Collected data:
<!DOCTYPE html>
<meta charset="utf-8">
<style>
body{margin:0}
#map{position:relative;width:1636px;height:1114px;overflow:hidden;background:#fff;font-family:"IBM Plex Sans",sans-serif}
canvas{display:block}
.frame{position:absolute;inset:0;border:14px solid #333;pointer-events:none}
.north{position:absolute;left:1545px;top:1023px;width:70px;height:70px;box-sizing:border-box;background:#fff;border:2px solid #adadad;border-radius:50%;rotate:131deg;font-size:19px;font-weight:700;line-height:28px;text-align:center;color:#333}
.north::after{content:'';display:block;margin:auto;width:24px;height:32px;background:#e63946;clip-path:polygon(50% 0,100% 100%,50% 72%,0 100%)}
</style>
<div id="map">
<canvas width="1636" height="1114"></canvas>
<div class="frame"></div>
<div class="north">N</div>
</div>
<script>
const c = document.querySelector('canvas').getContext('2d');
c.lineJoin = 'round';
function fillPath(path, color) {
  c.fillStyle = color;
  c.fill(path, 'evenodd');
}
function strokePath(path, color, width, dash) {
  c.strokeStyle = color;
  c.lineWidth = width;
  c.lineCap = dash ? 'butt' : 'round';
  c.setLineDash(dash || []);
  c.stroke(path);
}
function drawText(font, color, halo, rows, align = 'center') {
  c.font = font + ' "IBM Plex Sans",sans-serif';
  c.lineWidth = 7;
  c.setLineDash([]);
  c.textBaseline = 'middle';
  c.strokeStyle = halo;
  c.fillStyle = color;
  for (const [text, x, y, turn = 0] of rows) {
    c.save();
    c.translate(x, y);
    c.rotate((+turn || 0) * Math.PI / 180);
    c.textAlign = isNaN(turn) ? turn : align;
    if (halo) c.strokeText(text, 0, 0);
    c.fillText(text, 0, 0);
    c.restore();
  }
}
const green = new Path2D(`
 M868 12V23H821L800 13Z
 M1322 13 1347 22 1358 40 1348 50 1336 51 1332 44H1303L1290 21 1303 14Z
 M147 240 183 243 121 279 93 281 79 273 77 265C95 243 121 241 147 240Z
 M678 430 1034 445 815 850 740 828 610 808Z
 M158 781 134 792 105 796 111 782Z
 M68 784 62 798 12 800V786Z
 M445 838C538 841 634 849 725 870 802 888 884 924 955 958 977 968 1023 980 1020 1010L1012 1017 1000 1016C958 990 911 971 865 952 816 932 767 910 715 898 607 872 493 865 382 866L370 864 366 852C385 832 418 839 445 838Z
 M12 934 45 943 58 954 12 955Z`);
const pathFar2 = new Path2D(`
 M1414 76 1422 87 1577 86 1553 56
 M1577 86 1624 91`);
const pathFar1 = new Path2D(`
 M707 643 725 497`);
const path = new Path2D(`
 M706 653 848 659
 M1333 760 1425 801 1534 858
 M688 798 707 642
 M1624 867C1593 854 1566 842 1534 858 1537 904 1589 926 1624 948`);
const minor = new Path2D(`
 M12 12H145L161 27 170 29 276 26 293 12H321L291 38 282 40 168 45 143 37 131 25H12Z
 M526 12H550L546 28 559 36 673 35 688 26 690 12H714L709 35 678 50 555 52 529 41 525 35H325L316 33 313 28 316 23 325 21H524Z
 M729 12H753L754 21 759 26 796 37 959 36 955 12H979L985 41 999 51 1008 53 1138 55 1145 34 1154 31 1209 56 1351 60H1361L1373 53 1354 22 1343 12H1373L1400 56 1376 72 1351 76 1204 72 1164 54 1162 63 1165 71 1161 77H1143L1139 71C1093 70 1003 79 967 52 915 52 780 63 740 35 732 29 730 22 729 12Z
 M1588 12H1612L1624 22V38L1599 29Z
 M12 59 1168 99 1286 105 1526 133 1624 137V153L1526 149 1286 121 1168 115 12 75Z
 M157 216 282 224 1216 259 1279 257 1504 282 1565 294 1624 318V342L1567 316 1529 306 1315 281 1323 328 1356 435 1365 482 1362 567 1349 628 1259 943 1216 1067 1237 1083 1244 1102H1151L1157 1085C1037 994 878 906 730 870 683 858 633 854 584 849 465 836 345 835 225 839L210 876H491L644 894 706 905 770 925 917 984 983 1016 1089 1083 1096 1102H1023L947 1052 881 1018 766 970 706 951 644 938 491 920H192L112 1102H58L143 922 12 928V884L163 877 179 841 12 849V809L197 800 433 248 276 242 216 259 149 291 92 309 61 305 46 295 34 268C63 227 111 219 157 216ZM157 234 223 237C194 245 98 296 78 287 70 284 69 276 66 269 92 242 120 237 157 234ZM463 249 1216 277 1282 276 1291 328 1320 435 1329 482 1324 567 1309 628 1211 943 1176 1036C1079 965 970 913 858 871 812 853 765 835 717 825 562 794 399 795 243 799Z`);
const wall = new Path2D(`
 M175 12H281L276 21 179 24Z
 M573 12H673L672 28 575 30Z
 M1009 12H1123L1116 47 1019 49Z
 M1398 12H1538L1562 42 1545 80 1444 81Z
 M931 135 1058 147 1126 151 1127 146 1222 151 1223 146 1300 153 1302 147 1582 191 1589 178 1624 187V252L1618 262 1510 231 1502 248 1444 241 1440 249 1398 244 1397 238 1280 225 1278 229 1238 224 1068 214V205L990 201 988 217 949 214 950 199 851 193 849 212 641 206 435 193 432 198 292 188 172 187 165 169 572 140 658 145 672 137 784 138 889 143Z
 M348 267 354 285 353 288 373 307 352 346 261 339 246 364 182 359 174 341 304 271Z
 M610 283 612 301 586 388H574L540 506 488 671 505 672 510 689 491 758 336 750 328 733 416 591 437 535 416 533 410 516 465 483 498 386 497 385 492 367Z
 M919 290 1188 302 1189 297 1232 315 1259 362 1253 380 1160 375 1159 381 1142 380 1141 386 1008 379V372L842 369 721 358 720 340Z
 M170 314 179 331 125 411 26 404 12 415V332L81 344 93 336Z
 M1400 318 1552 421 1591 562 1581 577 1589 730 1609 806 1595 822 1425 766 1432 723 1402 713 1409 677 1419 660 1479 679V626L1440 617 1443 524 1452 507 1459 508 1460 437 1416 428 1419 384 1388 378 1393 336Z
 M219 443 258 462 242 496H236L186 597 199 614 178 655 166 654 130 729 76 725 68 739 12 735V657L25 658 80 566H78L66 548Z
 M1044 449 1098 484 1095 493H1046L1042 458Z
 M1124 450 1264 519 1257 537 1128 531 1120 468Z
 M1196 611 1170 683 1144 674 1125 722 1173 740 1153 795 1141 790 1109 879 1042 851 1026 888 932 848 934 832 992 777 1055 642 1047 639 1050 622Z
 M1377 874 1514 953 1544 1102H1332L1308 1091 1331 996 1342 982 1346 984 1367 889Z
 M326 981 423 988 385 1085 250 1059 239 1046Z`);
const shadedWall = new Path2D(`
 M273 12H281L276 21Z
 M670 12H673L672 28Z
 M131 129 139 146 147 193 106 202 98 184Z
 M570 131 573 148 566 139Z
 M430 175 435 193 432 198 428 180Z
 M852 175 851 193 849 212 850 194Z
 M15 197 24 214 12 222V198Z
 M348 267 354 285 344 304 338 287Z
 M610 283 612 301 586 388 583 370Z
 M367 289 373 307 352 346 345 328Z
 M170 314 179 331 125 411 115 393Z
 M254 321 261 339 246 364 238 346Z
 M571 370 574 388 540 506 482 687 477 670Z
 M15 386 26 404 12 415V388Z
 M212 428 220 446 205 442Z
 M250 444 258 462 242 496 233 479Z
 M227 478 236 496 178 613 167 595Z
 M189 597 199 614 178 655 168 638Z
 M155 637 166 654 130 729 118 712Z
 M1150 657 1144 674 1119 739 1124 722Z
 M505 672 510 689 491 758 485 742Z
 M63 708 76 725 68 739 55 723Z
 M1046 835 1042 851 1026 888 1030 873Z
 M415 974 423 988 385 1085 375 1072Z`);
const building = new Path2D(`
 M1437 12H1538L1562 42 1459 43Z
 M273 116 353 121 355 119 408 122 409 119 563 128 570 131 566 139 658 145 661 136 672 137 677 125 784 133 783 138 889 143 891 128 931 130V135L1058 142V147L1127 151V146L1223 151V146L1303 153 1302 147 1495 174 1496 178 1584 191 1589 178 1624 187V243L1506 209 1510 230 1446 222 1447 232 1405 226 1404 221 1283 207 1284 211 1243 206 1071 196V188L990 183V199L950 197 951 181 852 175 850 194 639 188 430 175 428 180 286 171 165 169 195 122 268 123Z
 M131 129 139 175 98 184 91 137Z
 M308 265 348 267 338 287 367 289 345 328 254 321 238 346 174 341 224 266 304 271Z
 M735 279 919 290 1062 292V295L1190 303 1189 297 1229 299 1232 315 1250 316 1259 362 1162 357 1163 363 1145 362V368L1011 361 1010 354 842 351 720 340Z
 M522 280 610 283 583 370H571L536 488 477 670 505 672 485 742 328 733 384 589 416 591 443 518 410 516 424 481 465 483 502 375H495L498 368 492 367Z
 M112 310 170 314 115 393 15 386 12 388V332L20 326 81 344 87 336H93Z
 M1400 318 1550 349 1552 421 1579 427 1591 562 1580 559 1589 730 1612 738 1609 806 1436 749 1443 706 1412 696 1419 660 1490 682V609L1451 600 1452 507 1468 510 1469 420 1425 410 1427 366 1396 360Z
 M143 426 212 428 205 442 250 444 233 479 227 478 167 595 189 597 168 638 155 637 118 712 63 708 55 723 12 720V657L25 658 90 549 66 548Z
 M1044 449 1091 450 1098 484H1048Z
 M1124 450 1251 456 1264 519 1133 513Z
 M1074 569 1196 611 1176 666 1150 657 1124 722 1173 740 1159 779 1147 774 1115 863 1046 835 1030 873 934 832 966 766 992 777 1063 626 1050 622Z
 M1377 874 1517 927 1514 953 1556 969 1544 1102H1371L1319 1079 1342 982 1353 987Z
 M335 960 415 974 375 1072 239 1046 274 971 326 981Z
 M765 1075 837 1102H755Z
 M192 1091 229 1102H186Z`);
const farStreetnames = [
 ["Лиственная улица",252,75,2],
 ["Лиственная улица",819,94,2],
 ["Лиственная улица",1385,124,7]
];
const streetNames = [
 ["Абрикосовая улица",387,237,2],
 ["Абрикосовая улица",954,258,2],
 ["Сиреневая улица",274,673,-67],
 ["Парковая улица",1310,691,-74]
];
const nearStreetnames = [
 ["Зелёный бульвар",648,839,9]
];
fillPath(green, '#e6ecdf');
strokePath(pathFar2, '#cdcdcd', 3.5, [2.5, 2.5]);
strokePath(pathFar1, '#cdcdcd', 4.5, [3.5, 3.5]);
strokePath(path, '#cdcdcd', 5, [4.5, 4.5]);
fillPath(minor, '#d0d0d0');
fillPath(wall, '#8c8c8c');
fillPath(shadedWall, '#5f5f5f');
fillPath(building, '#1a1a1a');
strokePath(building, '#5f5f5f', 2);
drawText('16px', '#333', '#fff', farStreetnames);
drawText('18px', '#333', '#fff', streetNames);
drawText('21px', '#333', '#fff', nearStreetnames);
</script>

Activity
Start with the first line of the data and print every line exactly. The line containing "M68 784 62 798 12 800V786Z" is the last one to include.

Answer
<!DOCTYPE html>
<meta charset="utf-8">
<style>
body{margin:0}
#map{position:relative;width:1636px;height:1114px;overflow:hidden;background:#fff;font-family:"IBM Plex Sans",sans-serif}
canvas{display:block}
.frame{position:absolute;inset:0;border:14px solid #333;pointer-events:none}
.north{position:absolute;left:1545px;top:1023px;width:70px;height:70px;box-sizing:border-box;background:#fff;border:2px solid #adadad;border-radius:50%;rotate:131deg;font-size:19px;font-weight:700;line-height:28px;text-align:center;color:#333}
.north::after{content:'';display:block;margin:auto;width:24px;height:32px;background:#e63946;clip-path:polygon(50% 0,100% 100%,50% 72%,0 100%)}
</style>
<div id="map">
<canvas width="1636" height="1114"></canvas>
<div class="frame"></div>
<div class="north">N</div>
</div>
<script>
const c = document.querySelector('canvas').getContext('2d');
c.lineJoin = 'round';
function fillPath(path, color) {
  c.fillStyle = color;
  c.fill(path, 'evenodd');
}
function strokePath(path, color, width, dash) {
  c.strokeStyle = color;
  c.lineWidth = width;
  c.lineCap = dash ? 'butt' : 'round';
  c.setLineDash(dash || []);
  c.stroke(path);
}
function drawText(font, color, halo, rows, align = 'center') {
  c.font = font + ' "IBM Plex Sans",sans-serif';
  c.lineWidth = 7;
  c.setLineDash([]);
  c.textBaseline = 'middle';
  c.strokeStyle = halo;
  c.fillStyle = color;
  for (const [text, x, y, turn = 0] of rows) {
    c.save();
    c.translate(x, y);
    c.rotate((+turn || 0) * Math.PI / 180);
    c.textAlign = isNaN(turn) ? turn : align;
    if (halo) c.strokeText(text, 0, 0);
    c.fillText(text, 0, 0);
    c.restore();
  }
}
const green = new Path2D(`
 M868 12V23H821L800 13Z
 M1322 13 1347 22 1358 40 1348 50 1336 51 1332 44H1303L1290 21 1303 14Z
 M147 240 183 243 121 279 93 281 79 273 77 265C95 243 121 241 147 240Z
 M678 430 1034 445 815 850 740 828 610 808Z
 M158 781 134 792 105 796 111 782Z
 M68 784 62 798 12 800V786Z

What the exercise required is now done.